Friday, January 25, 2008

Is it getting better, or do you feel the same?


I'm glad to see Dell and Microsoft join together to create a PC for Product(Red). At the same time, I can't help but recall an awakening experience I had in my closing weeks as a Dell employee in late 2006. I was a peripheral member of Dell's product development team and I suggested we get in touch with the Product(Red) organization to explore the concept of producing a PC for them. We were developing several red notebook PCs at this point and it seemed like a natural fit. This was around the time Bono went on Oprah to launch the Product(Red) in the US. The organization had been active in Europe for seven or eight months at this point and I had been following it closely. The product team leads I suggested this to were intrigued by the idea and they brought it up with others, but the idea was shot down because, I was told, Bono was perceived as being too closely aligned with Apple, referring, I suppose, to the U2 edition of the iPod and Apple's use of U2 concert footage in video iPod marcomm.

So I let it rest. Fast forward a few weeks. I was in a product development meeting with the same team leads I suggested the idea to and their manager told the team that Michael Dell was interested in reaching out to the Product(Red) team to see if we could designate an upcoming red laptop as a Product(Red) product. That's a great idea, I remember thinking.

Anyway, the lesson to me that day was to trust my instincts. I may not be the most eloquent chap around, but I have some decent ideas from time to time. No hard feelings. That's part of corporate life. Of course Michael Dell's ideas are going to be easier to act on than an idea from some grunt in the product group. It does remind me of a certain FedEx commercial. Remember the one?

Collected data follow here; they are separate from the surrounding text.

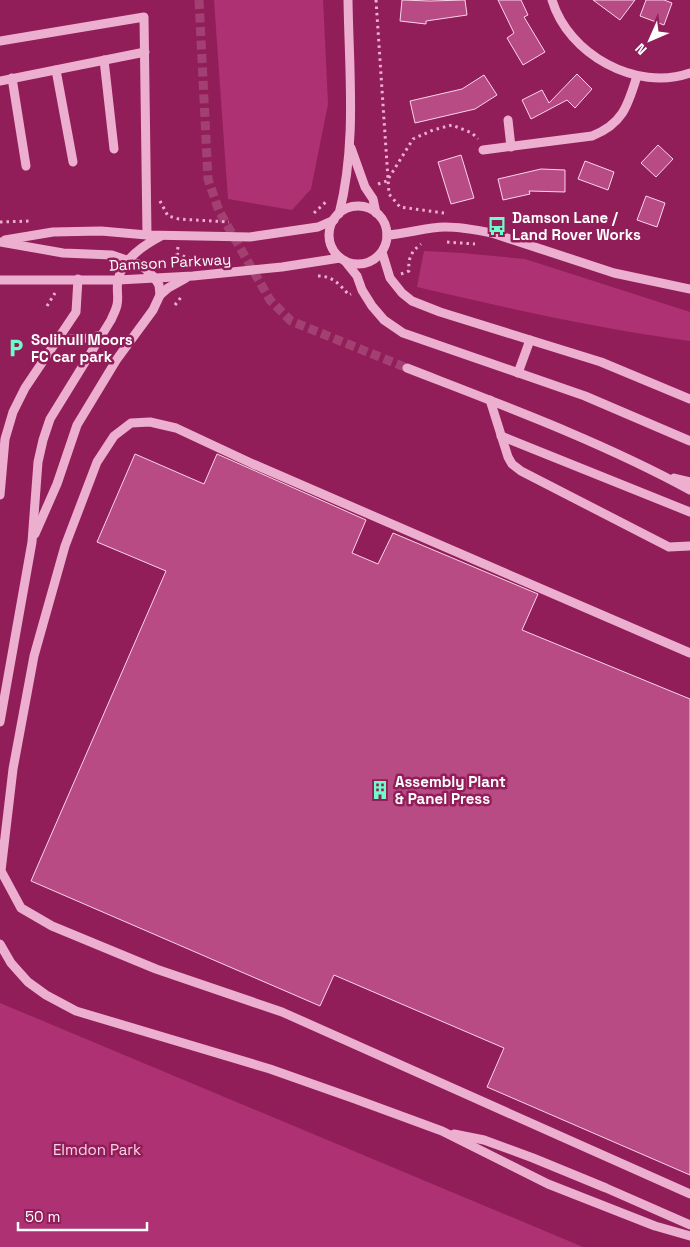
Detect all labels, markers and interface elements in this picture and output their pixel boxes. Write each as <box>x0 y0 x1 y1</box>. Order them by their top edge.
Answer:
north arrow <box>625 15 675 65</box>
text: N <box>631 40 650 59</box>
place label: Damson Lane / Land Rover Works <box>512 208 641 244</box>
bus stop icon: Damson Lane / Land Rover Works <box>486 215 508 237</box>
street label: Damson Parkway <box>108 249 232 275</box>
place label: Solihull Moors FC car park <box>31 330 133 366</box>
parking icon: Solihull Moors FC car park <box>5 337 27 359</box>
place label: Assembly Plant & Panel Press <box>395 772 506 808</box>
building icon: Assembly Plant & Panel Press <box>369 779 391 801</box>
park label: Elmdon Park <box>53 1140 141 1159</box>
scale bar <box>18 1200 146 1232</box>
text: 50 m <box>25 1207 60 1226</box>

One of the things I was struggling with that very week was whether or not I should accept a job at Comcast Interactive Media. In retrospect it was a no-brainer, but in the moment it was a very difficult decision. There were no guarantees, but my instincts told me that the opportunities for me would be better if I made the move. 14 months on, I can say making the switch was the best career decision I've ever made. More importantly, it has worked out well for my family as well.

Back to the Product(Red) PCs by Dell & Microsoft. It looks like they may be forcing buyers into a higher-margin config and not allowing them to delete down to a more basic config. That may make sense from a branding perspective -- sell it as an aspirational product, but in this day of comparison shopping, it makes Dell and Microsoft appear to be placing profits over the charitable spirit of the Product(Red) campaign. Dell is a very charitable company and I was extremely impressed with the culture of giving back while I was there. They should bring this product into alignment with those principles and allow people to buy the lower end config and still have some of the funds go to Africa. Actually, this looks like a Microsoft issue to me. Dollars to donuts they're marking up the Product(Red) version of Vista and Dell is passing on the cost. For what? A couple of widgets and a screensaver? What's the marginal cost of that? I guess they have to differentiate or else every PC would become a Product(Red) PC and then they'd have to give money to Africa on every PC sold. That could get pricey. One of the principles of Product(Red) is that it is sustainable. It makes sense for everyone. Unfortunately, the side by side pricing comparison makes Dell and Microsoft look they're protecting their profits before supporting the charity.

I don't want to sound too negative. I think it is great that they are doing this. It is tough to get big corporations mobilized for this kind of effort and to align interests, but I think they should find some some additional differentiation points that are valuable to the consumer. Something beyond screenshots and a widget. Err on the side of compassion. Just my two cents.